Work required =>
With the string "Artylerystiv" as the filter, copy each matching line from the records.

Data extracts =>

--------

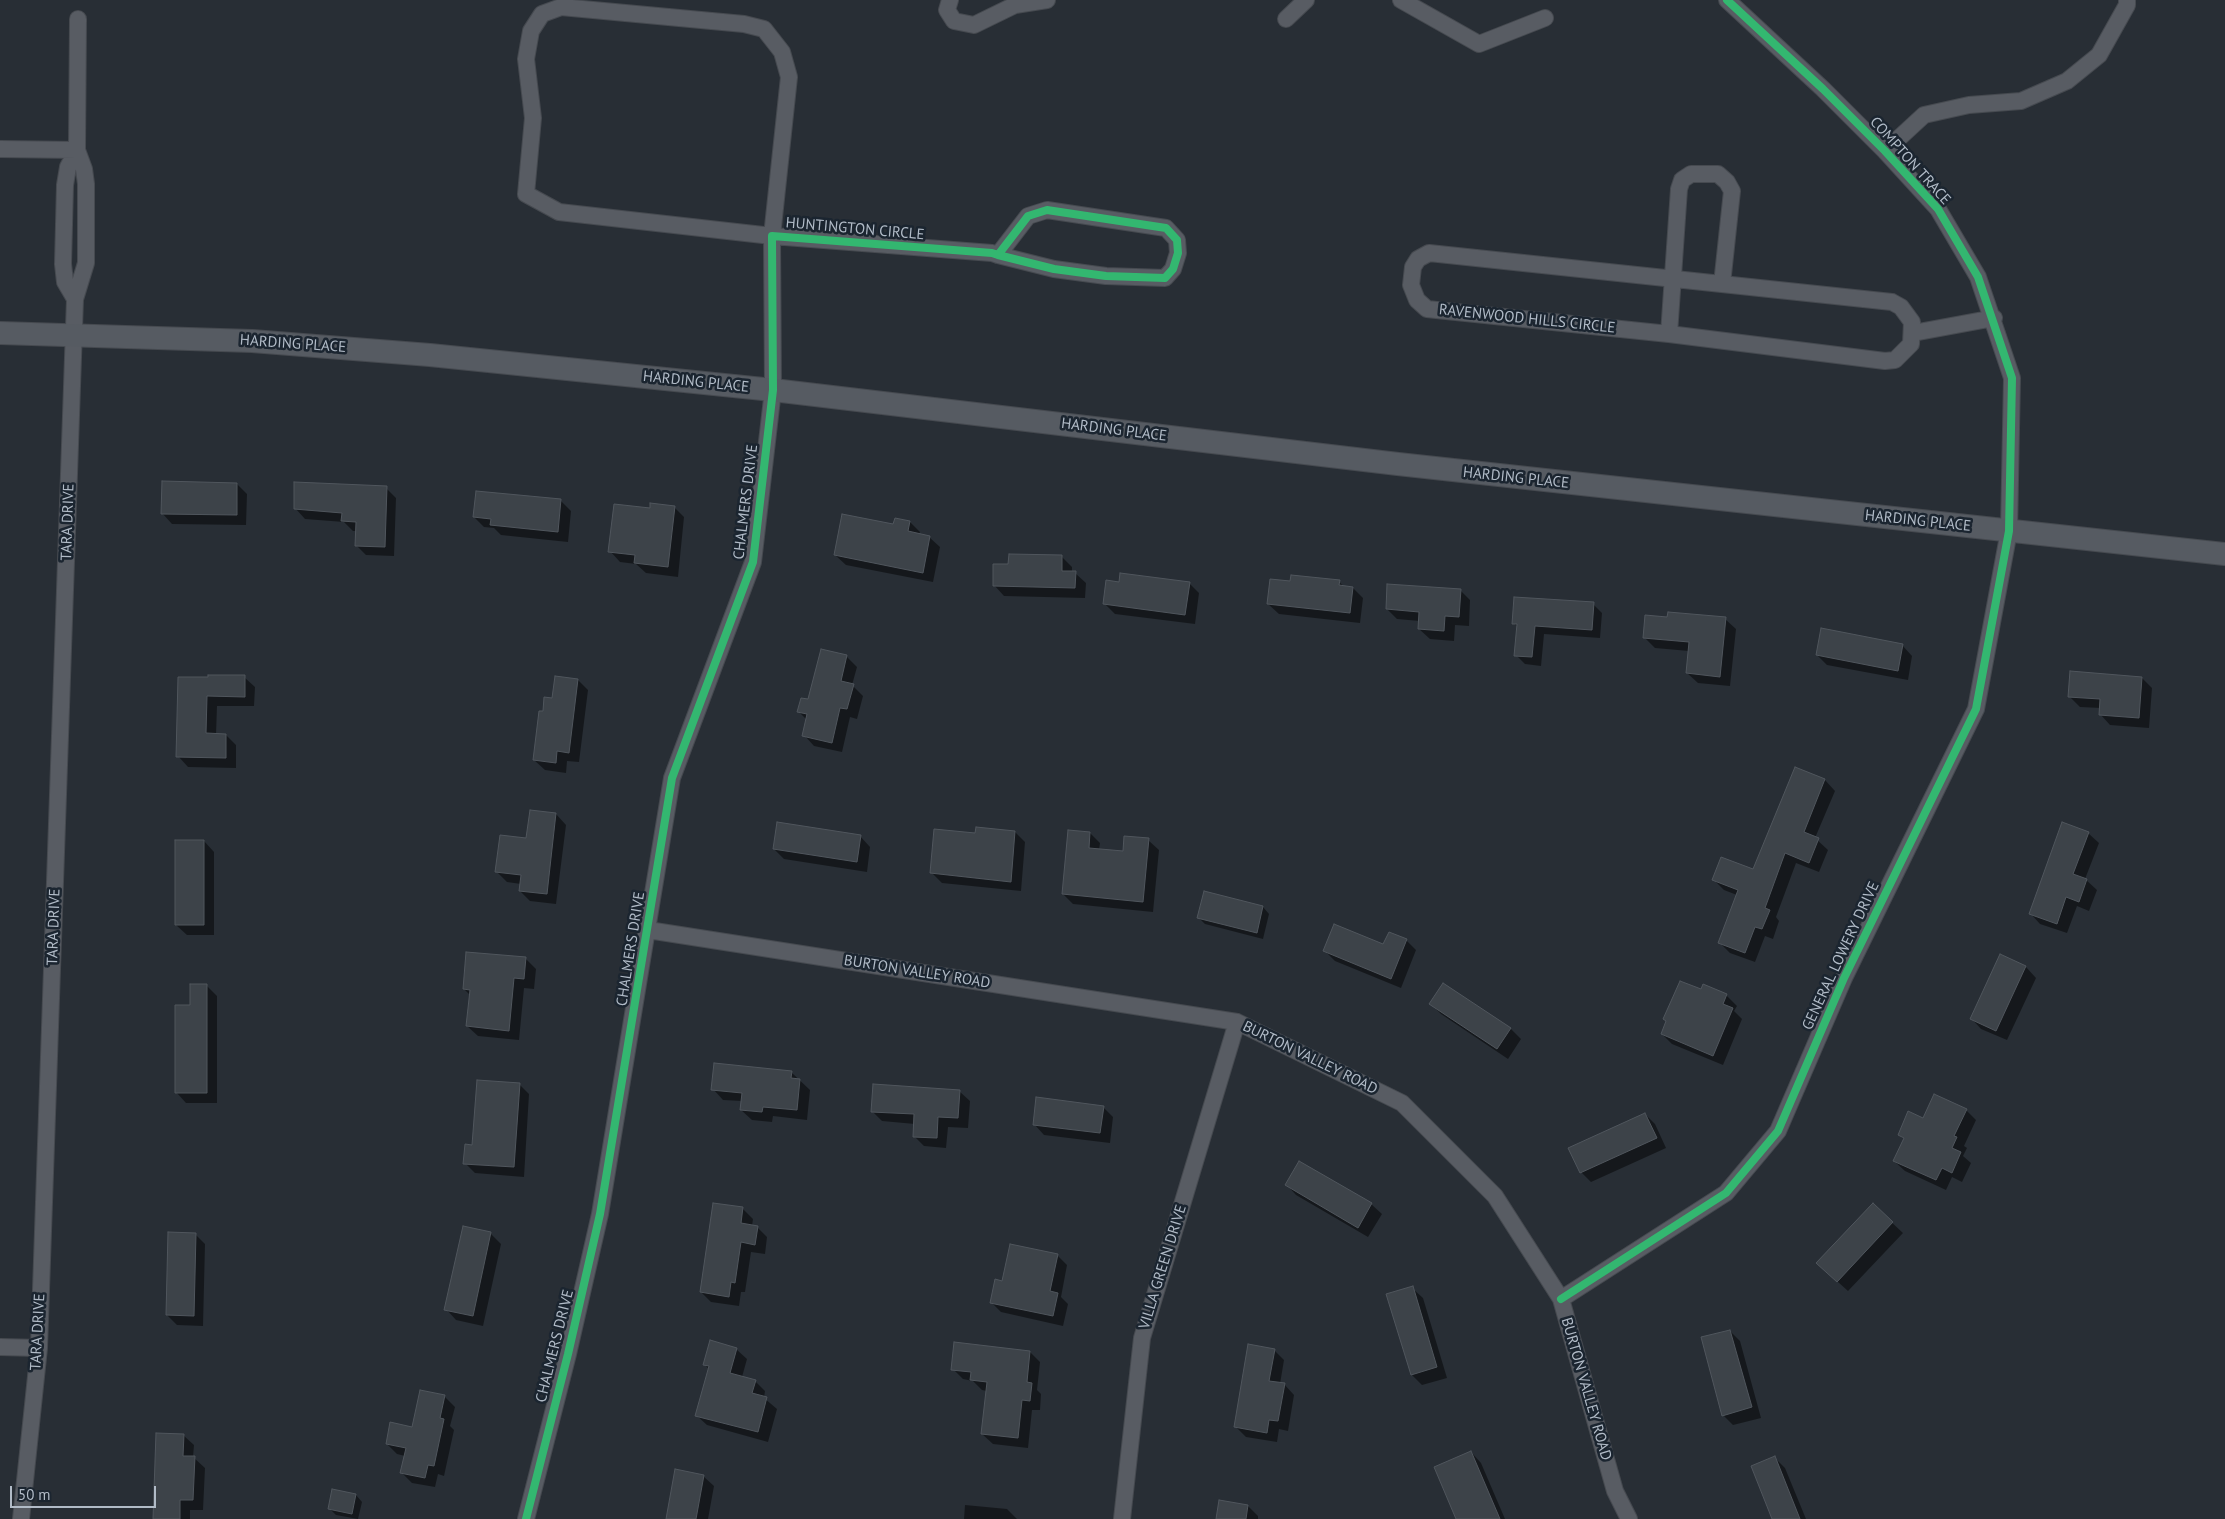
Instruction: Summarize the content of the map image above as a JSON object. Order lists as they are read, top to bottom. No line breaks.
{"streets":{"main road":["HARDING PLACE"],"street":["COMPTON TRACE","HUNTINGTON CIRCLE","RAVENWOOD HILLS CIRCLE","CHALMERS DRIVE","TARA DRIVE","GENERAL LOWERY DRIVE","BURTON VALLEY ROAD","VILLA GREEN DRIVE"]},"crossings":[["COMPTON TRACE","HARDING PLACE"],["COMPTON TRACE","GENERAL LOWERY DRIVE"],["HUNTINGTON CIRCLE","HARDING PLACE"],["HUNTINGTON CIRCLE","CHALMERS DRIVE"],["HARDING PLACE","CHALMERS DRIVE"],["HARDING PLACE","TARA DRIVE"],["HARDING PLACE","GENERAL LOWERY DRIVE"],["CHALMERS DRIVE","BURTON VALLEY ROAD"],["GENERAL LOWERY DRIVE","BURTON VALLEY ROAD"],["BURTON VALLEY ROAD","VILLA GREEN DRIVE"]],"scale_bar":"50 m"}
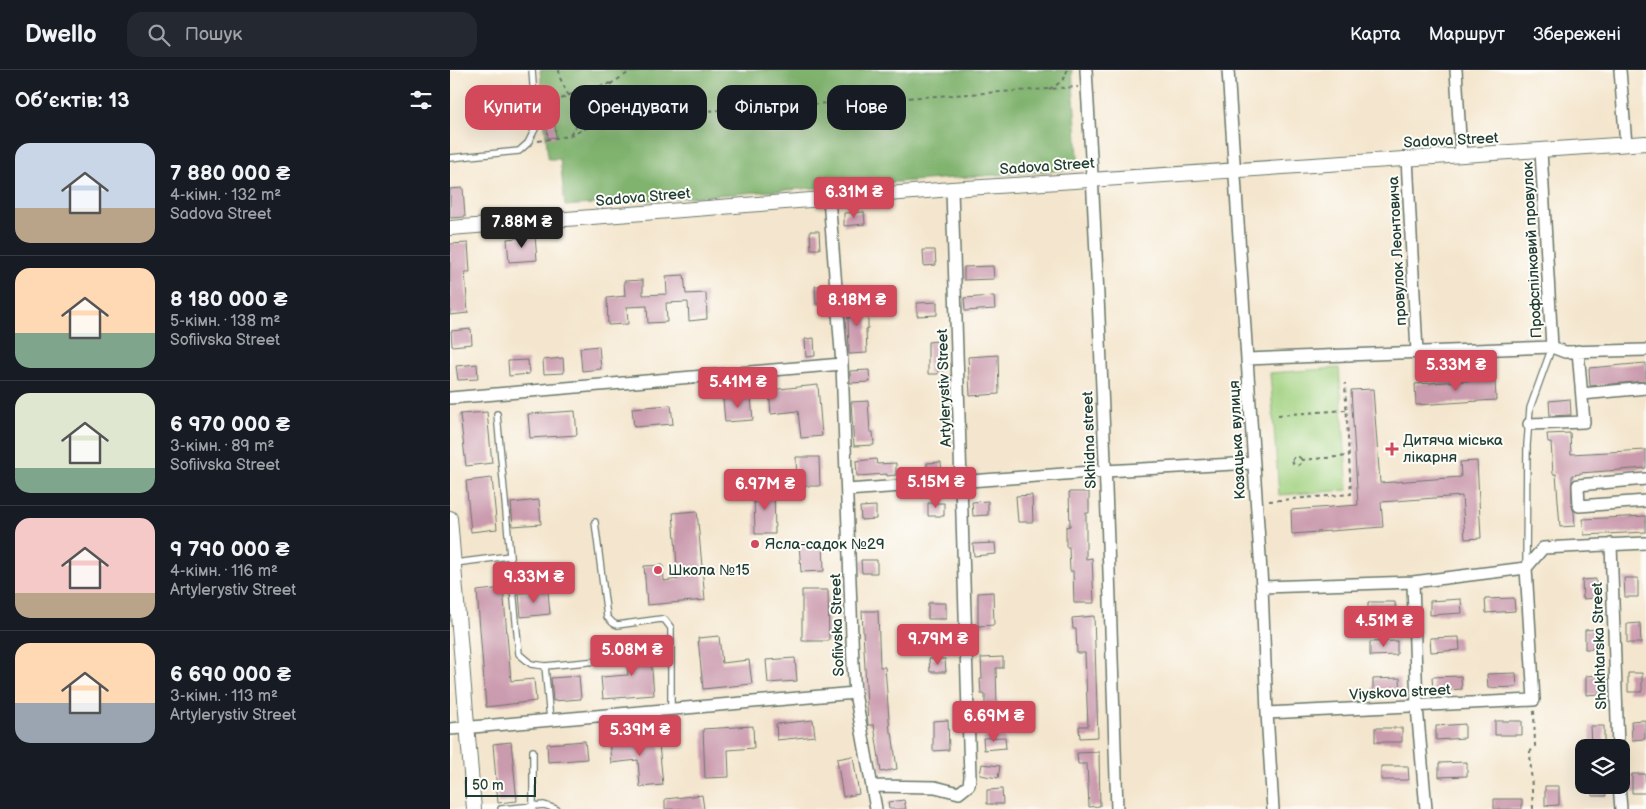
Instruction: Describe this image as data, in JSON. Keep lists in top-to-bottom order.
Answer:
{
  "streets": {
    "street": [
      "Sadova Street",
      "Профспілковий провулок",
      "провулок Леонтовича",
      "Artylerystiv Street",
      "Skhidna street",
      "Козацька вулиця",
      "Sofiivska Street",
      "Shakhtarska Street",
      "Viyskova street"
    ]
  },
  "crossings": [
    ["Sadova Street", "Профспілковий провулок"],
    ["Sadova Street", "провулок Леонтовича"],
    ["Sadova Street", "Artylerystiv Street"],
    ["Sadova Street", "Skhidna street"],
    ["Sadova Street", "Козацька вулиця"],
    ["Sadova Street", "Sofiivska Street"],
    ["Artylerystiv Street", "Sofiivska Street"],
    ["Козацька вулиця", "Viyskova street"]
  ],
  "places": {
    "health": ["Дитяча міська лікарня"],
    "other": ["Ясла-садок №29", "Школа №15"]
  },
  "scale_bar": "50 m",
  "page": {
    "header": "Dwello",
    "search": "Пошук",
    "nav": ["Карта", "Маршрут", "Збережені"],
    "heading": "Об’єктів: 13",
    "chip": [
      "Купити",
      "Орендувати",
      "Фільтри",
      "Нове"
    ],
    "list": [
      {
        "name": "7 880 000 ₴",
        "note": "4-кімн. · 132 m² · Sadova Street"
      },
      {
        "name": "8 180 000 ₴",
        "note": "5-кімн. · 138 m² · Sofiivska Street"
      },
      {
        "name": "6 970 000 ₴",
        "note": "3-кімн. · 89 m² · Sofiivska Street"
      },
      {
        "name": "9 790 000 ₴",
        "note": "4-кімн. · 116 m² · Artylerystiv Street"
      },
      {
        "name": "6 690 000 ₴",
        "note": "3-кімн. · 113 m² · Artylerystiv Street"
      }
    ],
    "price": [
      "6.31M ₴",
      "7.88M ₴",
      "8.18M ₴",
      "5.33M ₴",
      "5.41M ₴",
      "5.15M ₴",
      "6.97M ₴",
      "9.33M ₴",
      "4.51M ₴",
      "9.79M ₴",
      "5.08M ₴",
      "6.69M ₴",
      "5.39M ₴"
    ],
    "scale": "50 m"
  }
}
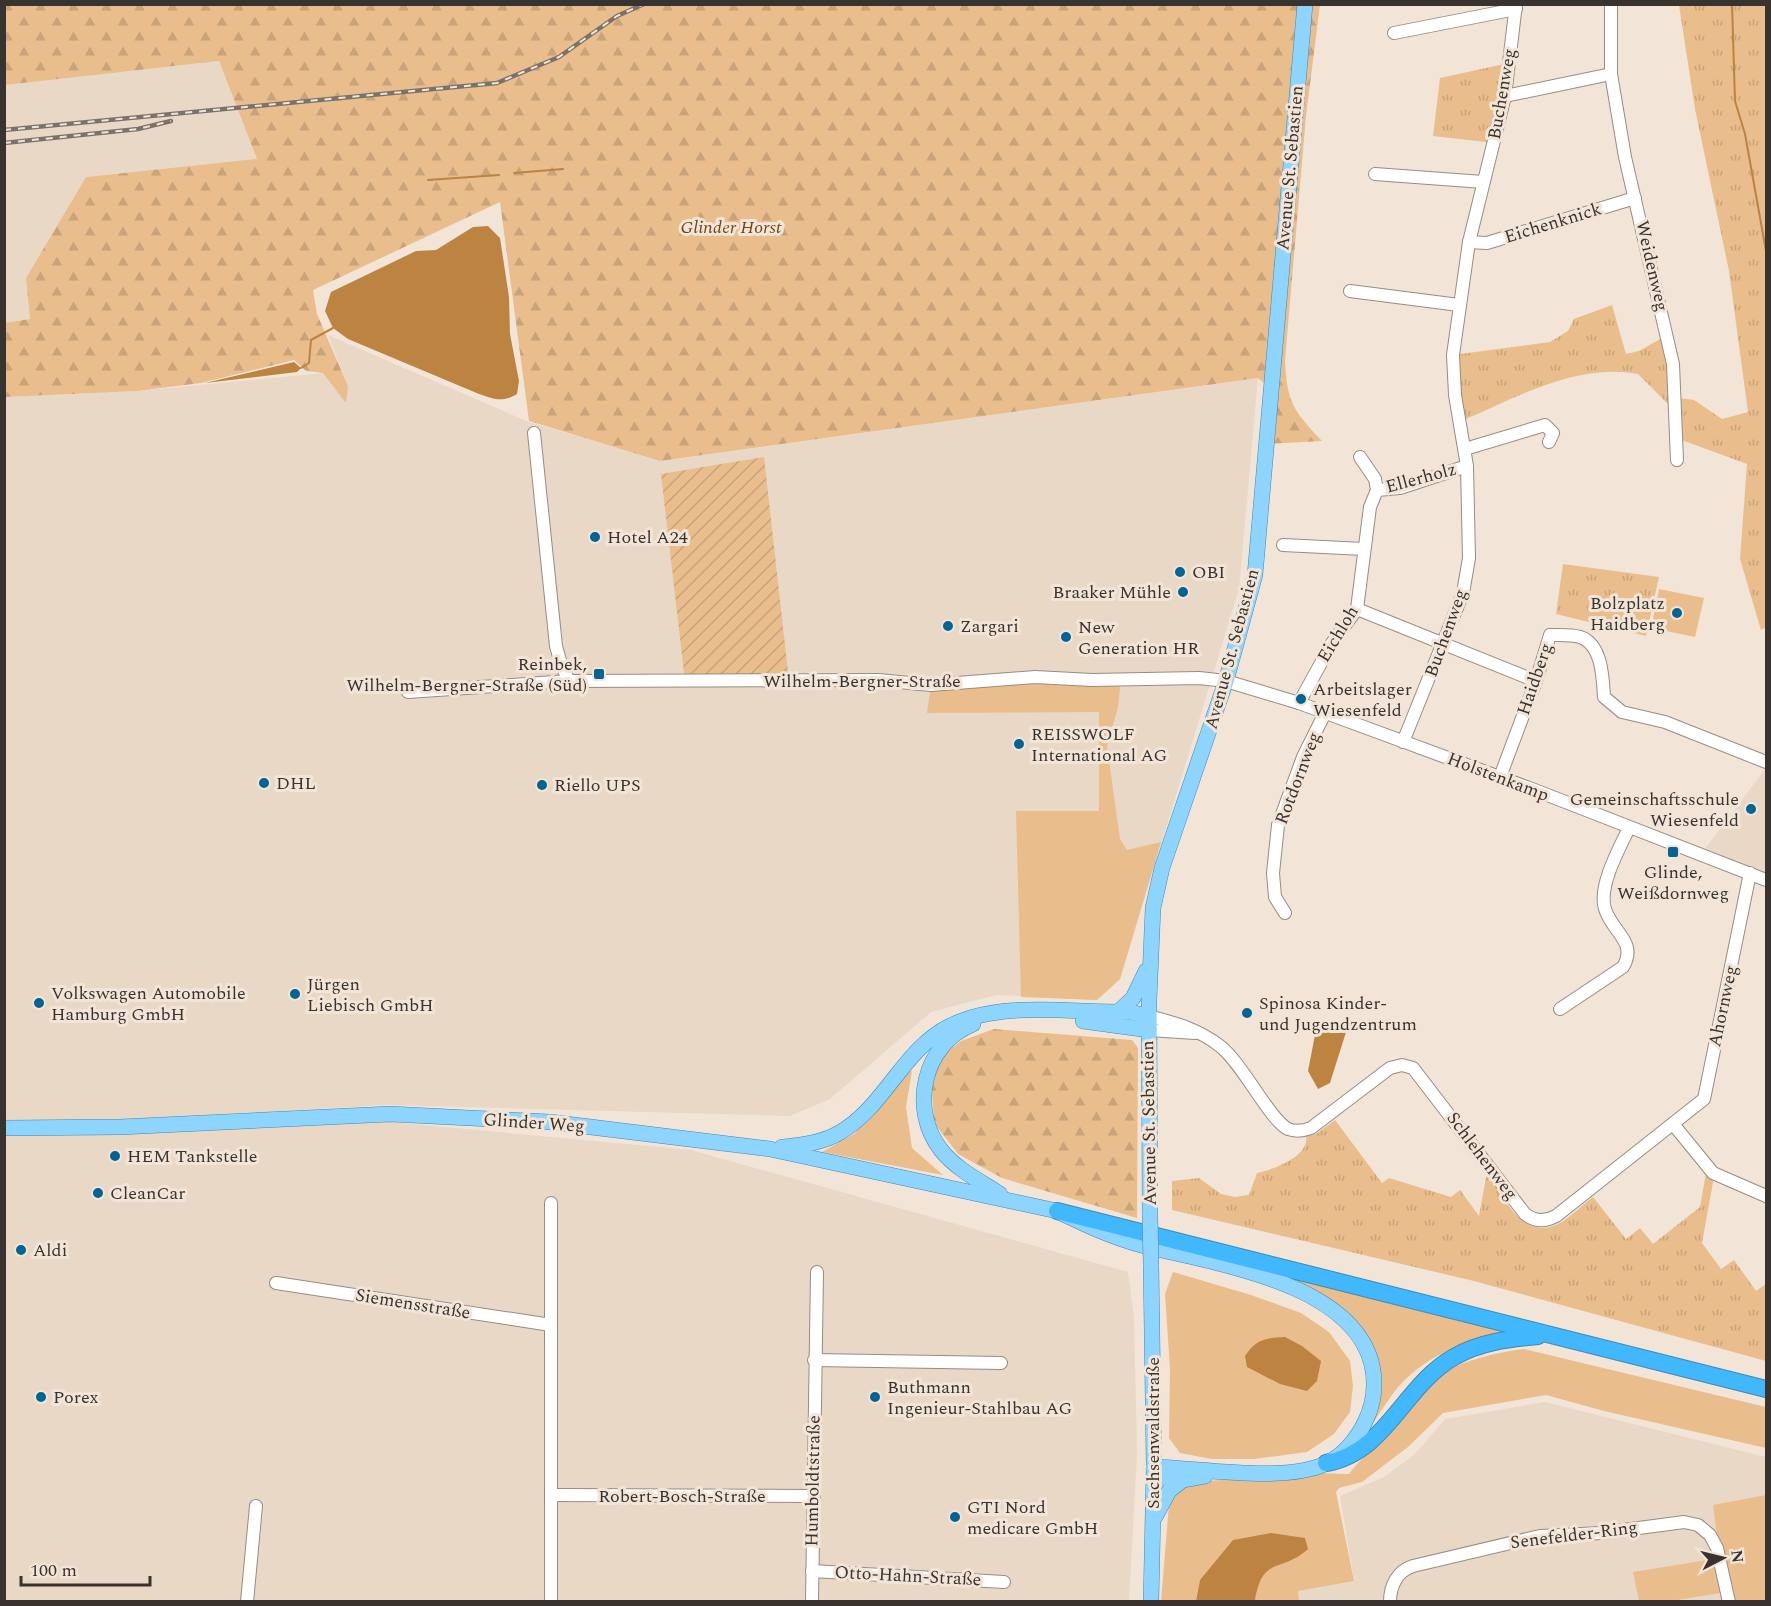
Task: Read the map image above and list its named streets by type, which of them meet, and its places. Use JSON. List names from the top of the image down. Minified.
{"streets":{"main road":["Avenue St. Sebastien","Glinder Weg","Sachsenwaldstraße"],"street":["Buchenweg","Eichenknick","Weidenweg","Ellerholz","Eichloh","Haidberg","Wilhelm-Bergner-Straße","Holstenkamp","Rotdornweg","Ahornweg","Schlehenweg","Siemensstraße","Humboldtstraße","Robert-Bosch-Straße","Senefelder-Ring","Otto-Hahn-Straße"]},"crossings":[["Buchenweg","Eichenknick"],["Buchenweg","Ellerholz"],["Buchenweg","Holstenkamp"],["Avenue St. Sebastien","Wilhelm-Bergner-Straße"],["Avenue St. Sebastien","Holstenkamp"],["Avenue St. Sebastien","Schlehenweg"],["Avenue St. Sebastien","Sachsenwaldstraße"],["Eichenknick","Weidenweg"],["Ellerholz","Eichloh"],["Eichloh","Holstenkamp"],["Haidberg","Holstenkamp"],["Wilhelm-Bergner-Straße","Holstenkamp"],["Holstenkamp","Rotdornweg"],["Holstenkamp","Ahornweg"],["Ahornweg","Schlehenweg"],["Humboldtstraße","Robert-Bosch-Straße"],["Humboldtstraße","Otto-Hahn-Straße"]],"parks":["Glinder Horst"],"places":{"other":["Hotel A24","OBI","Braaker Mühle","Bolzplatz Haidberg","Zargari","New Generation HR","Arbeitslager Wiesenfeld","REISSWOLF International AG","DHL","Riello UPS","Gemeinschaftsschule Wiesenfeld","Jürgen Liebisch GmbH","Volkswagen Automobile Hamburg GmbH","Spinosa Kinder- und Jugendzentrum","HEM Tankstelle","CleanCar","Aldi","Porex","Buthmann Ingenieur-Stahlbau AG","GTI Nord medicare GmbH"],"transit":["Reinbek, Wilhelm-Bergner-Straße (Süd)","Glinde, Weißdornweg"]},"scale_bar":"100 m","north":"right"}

--------

Result =>
      "Artylerystiv Street",
    ["Sadova Street", "Artylerystiv Street"],
    ["Artylerystiv Street", "Sofiivska Street"],
        "note": "4-кімн. · 116 m² · Artylerystiv Street"
        "note": "3-кімн. · 113 m² · Artylerystiv Street"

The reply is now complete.